位相的に異なる六面体は7つ存在すると知られている。そのうちの1つは鏡像と区別できるキラル(鏡像が別形になる)型で、実際には鏡像対として2つの形が存在する。ここで言う「位相的に異なる」とは、面と頂点のつながり(面・辺・頂点の配置)が本質的に異なり、辺の長さや角度を連続的に変えるだけでは一方から他方に変形できないことを意味する。

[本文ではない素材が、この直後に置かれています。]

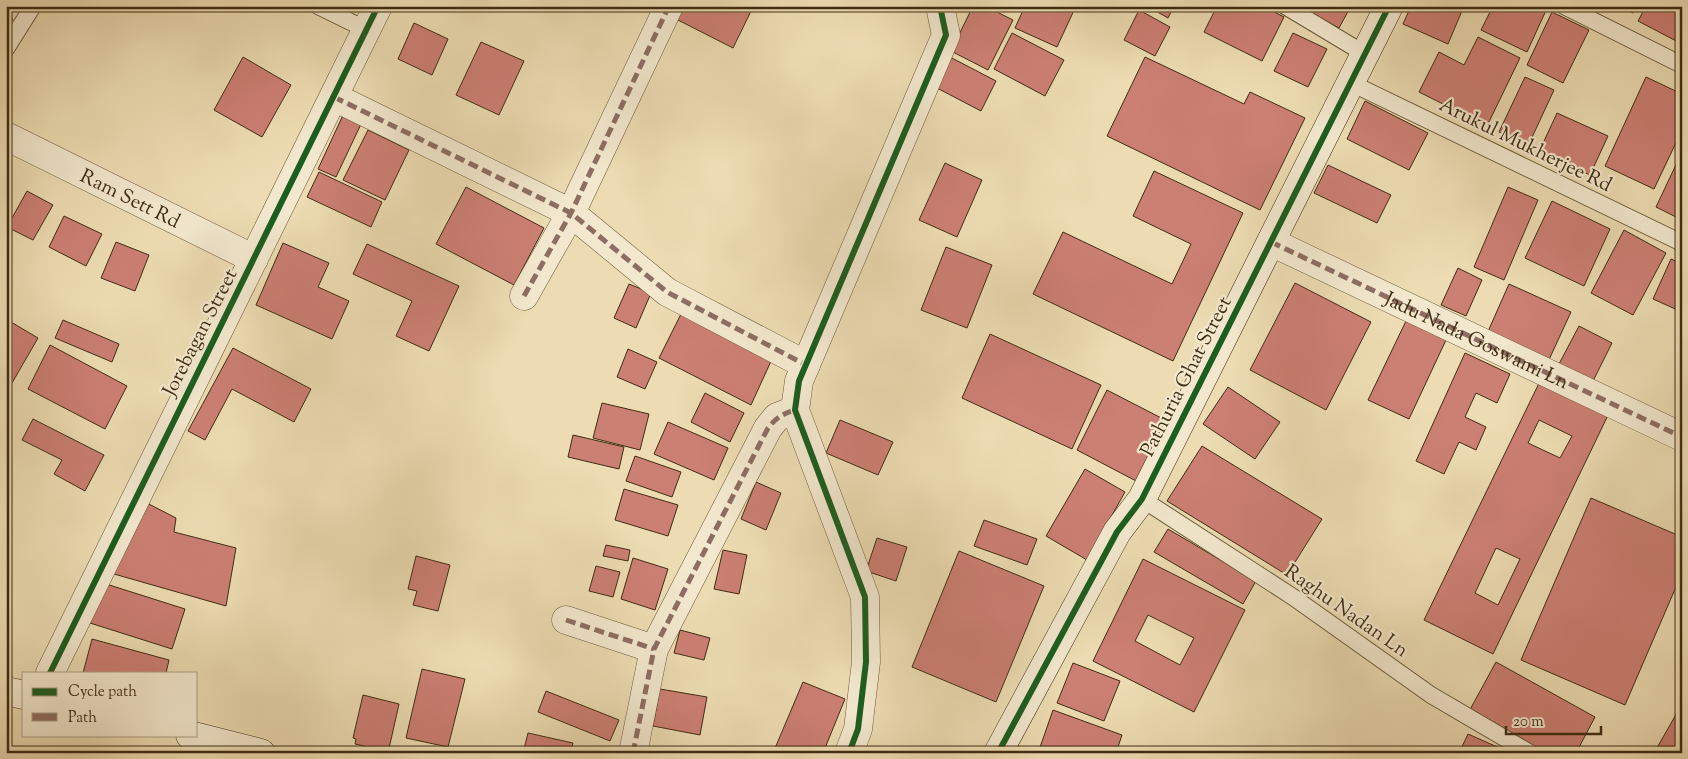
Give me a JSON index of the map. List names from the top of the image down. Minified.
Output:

さらに、トポロジー的に異なる3つの六面体があり、これらは凹型(非凸)の図形としてしか実現できない。つまり、六面体の全体集合は「凸型の7種類(うち1つは鏡像対)+凹型の3種類」といった組み合わせで記述される。

頂点・辺・面の関係と代表例

六面体は面の数が6なので、一般にオイラーの公式から辺の数は次の関係を満たす:

  • F = 6 なので E = V + 4(E は辺の数、V は頂点の数)

また、各頂点には少なくとも3本の辺が集まるため 2E = Σ(各頂点の次数) ≥ 3V が成り立ち、これと E = V + 4 を組み合わせると頂点数 V の取り得る範囲は 5 ≤ V ≤ 8 であることがわかる。実際に存在する組み合わせと代表例は次の通りである:

  • V = 5, E = 9:三角二重角錐(triangular bipyramid、2つの四面体を底面の三角形で接合したもの)— 6つの三角形の面を持つ
  • V = 6, E = 10:五角錐(pentagonal pyramid)など — 底面が五角形で側面が三角形の組合せ
  • V = 7, E = 11:頂点の配置が異なる多様な型(代表例は複数の辺分割や切断によって得られる)
  • V = 8, E = 12:立方体(cube)や一般の平行六面体(parallelepiped)、直方体など — 面は四辺形が中心

したがって、六面体の各面は三角形・四角形・五角形などさまざまな多角形になり得る。面の形状や配置によって同じ6面でも異なるトポロジーとなる。

特別な六面体と性質

  • 正六面体(立方体):正多面体として唯一の六面体。すべての面が合同な正方形で、対称性が非常に高い。
  • 平行六面体(parallelepiped):3組の平行面を持つ六面体の総称で、立方体や直方体、ひずんだ直方体(菱形を面とするもの)などを含む。
  • キラルな型:位相的には同一でも鏡像との間で一致しない(右手系・左手系のような)配置を持つ型が存在し、これが鏡像対として扱われる。
  • 凹六面体:一部の頂点で内角(多面体内部に向かう角)ができる形で、凸包から凹みがあるため凸型では実現できないトポロジーを持つ。

可視化と解析の方法

六面体の分類や理解には以下の手法が有効である:

  • Schlegel 図(多面体を一つの面に投影した平面図)や展開図(ネット)でつながりを視覚化する。
  • グラフ理論・平面グラフとして辺・頂点の配置を調べ、位相的同値性を判定する。
  • 工学分野では有限要素法(FEM)で使われるヘキサ要素(hexahedral element)があり、形状や配列が計算精度に影響するため幾何学的特性の理解が重要である。

まとめると、「六面体」は単に「面が6つある多面体」を指す総称であり、立方体のような非常に対称な例から、凹型の特殊なトポロジーを持つものまで多様である。位相的分類(7種類の凸型+鏡像対、凹型で3種類)や V–E–F の基本関係、代表的な具体例を押さえておくと理解が進む。